WHAT IS EXPECTED:
Your task is to copy each line in the listing that includes the word "rows".

DATA PROVIDED:
^^^^^^^^^^^^^^^^
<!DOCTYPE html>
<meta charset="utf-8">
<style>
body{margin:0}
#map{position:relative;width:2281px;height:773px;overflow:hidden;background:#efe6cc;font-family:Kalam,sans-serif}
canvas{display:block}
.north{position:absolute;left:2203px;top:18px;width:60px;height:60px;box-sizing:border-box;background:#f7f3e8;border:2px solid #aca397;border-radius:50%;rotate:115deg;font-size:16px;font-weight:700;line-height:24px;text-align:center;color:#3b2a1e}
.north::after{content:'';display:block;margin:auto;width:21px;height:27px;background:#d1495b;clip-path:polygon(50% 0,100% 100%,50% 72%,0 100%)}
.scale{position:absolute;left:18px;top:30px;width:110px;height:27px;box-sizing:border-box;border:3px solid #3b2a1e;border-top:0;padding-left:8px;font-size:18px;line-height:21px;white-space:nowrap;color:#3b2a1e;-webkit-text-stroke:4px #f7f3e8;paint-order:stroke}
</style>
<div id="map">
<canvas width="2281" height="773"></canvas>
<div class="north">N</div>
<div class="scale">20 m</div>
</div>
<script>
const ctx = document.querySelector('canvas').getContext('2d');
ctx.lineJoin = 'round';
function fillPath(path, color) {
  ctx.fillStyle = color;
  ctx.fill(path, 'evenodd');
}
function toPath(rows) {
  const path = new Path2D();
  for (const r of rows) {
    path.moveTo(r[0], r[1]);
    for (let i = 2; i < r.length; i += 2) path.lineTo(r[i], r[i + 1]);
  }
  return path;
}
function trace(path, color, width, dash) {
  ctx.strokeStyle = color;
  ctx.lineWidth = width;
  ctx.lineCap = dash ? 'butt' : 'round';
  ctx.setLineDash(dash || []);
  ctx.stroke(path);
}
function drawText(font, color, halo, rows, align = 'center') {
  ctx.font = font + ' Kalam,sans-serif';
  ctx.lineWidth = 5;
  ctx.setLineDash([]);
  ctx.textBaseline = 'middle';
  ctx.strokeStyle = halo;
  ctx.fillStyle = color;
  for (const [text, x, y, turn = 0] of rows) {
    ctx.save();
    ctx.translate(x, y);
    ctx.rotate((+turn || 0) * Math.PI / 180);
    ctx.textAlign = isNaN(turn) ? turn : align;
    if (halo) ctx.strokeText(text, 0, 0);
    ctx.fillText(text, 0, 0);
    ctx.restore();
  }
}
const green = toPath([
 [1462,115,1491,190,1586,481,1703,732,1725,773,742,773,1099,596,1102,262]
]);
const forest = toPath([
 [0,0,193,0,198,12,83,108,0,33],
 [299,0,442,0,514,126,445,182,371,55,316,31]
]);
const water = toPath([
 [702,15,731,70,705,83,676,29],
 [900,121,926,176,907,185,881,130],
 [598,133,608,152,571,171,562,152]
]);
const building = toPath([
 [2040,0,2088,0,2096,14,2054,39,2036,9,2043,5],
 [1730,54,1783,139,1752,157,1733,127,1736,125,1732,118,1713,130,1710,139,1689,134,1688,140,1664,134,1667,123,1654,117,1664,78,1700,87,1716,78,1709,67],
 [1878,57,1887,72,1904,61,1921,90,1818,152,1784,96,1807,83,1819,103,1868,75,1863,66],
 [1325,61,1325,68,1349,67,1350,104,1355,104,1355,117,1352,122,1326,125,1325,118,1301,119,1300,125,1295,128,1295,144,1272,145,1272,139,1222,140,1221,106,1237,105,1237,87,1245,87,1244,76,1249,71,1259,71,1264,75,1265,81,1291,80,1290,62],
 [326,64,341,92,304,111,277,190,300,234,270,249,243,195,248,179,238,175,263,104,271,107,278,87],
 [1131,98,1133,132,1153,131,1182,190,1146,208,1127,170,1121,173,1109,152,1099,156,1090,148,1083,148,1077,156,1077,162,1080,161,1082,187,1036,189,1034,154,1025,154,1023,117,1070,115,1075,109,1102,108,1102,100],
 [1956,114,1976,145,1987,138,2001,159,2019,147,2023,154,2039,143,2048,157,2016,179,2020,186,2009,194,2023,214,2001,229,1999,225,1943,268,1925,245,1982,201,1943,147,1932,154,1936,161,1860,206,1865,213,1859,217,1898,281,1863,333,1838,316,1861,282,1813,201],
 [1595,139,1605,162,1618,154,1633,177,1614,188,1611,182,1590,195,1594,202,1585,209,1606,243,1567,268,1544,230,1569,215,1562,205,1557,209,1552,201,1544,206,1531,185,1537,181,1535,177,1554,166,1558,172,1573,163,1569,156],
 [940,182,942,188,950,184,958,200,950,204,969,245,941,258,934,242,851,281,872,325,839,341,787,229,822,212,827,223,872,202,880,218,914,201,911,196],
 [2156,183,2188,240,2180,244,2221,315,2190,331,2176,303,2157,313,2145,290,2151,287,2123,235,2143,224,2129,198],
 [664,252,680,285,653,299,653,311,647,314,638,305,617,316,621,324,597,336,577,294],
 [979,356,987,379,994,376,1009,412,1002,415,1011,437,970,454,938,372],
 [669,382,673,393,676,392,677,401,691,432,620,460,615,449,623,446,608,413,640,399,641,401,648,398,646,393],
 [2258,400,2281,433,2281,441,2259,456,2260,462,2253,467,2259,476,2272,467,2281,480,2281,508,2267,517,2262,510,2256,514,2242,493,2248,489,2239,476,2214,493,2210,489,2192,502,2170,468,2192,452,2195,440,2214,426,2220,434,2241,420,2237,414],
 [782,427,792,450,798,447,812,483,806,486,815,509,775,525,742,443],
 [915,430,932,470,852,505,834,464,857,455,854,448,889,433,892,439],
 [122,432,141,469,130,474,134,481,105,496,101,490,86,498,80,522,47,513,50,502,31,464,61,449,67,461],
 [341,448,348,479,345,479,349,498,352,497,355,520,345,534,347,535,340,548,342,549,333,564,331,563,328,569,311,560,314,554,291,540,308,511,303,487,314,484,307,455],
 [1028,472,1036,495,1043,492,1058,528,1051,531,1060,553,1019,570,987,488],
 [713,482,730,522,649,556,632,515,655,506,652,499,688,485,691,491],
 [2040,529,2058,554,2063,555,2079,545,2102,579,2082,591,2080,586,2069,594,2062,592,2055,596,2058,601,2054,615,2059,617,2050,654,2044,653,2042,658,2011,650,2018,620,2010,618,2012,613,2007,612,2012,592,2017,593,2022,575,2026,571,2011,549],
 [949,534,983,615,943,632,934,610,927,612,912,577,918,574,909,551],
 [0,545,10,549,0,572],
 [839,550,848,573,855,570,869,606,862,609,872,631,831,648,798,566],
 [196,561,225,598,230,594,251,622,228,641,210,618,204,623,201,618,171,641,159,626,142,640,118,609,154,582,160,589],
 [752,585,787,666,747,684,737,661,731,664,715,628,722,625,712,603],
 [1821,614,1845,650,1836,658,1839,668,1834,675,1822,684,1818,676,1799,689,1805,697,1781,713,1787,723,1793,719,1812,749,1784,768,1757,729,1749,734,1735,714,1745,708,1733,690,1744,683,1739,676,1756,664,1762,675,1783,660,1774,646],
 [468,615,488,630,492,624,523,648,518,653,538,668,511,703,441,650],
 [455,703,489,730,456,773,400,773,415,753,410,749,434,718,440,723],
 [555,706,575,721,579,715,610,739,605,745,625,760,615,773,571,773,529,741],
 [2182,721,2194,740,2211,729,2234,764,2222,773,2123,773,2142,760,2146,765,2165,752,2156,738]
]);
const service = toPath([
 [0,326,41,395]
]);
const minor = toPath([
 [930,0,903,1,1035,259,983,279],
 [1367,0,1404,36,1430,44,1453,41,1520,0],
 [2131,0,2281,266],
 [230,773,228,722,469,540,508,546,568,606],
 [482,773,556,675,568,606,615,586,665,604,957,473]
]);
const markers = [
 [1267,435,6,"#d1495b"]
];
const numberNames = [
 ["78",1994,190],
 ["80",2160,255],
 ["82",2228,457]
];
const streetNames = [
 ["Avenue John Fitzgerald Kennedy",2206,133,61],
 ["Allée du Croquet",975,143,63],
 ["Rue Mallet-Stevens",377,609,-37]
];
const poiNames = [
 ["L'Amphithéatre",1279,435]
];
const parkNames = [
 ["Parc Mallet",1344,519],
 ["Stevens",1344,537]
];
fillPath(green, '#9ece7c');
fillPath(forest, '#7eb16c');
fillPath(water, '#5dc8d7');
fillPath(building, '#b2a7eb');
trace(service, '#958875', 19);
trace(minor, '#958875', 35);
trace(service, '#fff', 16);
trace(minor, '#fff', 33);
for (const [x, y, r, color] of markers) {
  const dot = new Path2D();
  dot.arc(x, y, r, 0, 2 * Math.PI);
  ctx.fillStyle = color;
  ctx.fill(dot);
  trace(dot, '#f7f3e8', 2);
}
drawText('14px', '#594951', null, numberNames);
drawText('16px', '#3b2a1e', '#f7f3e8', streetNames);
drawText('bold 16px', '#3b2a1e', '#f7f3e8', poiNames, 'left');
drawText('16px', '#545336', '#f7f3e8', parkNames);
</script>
^^^^^^^^^^^^^^^^
TASK SOLUTION:
function toPath(rows) {
  for (const r of rows) {
function drawText(font, color, halo, rows, align = 'center') {
  for (const [text, x, y, turn = 0] of rows) {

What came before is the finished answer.